Exercise materials START

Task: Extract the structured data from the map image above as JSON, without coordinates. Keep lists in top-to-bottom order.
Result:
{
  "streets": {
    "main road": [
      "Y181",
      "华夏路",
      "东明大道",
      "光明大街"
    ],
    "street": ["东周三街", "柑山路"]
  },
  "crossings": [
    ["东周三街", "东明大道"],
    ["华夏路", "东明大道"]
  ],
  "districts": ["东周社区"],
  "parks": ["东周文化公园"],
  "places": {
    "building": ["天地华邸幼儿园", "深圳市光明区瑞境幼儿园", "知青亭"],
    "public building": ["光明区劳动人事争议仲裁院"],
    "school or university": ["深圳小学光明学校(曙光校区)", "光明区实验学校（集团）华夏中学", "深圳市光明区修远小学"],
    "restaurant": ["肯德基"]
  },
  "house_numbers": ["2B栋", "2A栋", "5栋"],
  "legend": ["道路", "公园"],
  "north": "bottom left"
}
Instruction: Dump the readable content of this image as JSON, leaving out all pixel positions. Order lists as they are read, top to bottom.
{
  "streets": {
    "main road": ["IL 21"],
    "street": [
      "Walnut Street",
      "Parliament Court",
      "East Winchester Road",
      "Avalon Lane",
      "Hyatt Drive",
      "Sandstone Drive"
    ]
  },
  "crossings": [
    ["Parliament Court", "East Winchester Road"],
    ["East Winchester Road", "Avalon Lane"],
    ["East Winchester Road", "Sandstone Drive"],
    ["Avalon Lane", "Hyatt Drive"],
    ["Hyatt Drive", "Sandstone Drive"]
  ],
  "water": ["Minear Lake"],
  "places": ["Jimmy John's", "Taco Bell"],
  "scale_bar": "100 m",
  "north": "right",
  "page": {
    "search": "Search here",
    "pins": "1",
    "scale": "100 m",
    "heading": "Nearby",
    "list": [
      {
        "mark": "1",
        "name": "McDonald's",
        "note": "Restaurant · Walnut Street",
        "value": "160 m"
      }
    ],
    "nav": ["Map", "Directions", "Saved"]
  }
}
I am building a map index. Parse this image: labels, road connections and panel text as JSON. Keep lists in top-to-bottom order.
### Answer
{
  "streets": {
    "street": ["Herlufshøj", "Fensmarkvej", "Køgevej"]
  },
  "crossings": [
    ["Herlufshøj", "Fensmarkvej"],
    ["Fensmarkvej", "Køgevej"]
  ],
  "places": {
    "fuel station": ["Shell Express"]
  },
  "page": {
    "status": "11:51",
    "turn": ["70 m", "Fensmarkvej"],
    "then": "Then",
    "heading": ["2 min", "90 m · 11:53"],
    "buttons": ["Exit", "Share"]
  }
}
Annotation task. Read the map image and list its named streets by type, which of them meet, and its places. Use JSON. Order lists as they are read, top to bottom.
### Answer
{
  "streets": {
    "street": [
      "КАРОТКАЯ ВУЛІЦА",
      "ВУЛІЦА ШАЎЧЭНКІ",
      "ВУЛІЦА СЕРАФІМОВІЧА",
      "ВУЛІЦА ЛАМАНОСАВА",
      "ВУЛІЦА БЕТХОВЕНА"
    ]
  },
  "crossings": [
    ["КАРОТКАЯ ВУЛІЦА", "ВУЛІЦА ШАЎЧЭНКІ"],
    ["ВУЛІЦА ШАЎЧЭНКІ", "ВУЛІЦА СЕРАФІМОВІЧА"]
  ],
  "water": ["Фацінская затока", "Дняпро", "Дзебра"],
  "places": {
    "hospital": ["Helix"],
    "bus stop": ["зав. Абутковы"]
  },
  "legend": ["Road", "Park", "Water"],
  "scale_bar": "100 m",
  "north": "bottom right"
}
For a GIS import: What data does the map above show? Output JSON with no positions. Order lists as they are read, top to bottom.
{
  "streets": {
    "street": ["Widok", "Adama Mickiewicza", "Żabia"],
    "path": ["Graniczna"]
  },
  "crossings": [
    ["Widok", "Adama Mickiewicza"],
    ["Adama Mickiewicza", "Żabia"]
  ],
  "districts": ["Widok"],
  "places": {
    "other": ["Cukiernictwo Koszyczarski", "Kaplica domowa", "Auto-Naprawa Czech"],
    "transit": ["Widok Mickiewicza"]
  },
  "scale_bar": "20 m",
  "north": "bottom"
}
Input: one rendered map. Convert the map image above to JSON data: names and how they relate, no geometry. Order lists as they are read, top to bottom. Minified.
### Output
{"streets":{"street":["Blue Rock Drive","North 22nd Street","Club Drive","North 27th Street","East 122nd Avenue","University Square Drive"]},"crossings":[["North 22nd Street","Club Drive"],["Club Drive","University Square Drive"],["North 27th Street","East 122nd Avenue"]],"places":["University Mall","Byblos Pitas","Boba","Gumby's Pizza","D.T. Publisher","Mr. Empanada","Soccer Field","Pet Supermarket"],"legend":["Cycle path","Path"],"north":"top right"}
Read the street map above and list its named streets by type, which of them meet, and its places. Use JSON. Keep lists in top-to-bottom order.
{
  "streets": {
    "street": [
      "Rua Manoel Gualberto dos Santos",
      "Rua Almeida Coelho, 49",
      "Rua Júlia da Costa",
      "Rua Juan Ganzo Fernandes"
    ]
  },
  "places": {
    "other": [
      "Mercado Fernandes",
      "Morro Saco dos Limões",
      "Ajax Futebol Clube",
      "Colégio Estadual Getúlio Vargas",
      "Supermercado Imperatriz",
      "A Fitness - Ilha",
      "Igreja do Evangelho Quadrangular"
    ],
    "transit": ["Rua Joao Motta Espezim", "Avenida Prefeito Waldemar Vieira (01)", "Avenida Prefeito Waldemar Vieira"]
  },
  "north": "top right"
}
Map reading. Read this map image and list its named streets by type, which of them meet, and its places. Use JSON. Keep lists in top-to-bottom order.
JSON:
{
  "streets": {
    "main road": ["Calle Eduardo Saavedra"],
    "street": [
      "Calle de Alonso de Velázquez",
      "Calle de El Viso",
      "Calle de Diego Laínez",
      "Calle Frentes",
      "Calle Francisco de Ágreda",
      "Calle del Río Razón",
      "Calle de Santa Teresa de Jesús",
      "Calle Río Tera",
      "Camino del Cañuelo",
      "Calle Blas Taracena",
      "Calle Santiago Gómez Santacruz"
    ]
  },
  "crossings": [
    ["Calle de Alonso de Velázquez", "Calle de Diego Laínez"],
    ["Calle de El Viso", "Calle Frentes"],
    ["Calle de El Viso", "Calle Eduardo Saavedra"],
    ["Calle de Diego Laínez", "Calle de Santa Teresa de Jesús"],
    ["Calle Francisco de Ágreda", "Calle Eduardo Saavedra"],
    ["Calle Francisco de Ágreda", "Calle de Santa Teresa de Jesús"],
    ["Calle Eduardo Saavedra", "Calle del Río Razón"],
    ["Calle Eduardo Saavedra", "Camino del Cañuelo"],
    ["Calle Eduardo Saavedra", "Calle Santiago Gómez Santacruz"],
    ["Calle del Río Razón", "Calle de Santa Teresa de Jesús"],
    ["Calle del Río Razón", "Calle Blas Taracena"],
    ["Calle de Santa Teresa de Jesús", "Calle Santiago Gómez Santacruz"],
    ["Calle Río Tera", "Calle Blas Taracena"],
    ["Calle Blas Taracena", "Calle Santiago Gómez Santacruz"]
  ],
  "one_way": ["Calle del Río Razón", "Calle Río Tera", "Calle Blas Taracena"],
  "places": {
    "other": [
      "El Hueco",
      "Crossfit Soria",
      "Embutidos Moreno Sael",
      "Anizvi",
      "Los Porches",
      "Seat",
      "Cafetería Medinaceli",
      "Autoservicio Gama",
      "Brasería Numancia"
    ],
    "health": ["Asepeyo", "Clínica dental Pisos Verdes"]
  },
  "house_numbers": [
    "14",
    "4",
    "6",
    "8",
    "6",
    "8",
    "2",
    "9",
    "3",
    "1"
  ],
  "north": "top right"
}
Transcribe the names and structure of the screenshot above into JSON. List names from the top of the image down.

Exercise materials END

## Exercise description
Wherever the string "from" appears in the data above, report the whole line.

## Written response
Task: Extract the structured data from the map image above as JSON, without coordinates. Keep lists in top-to-bottom order.
Transcribe the names and structure of the screenshot above into JSON. List names from the top of the image down.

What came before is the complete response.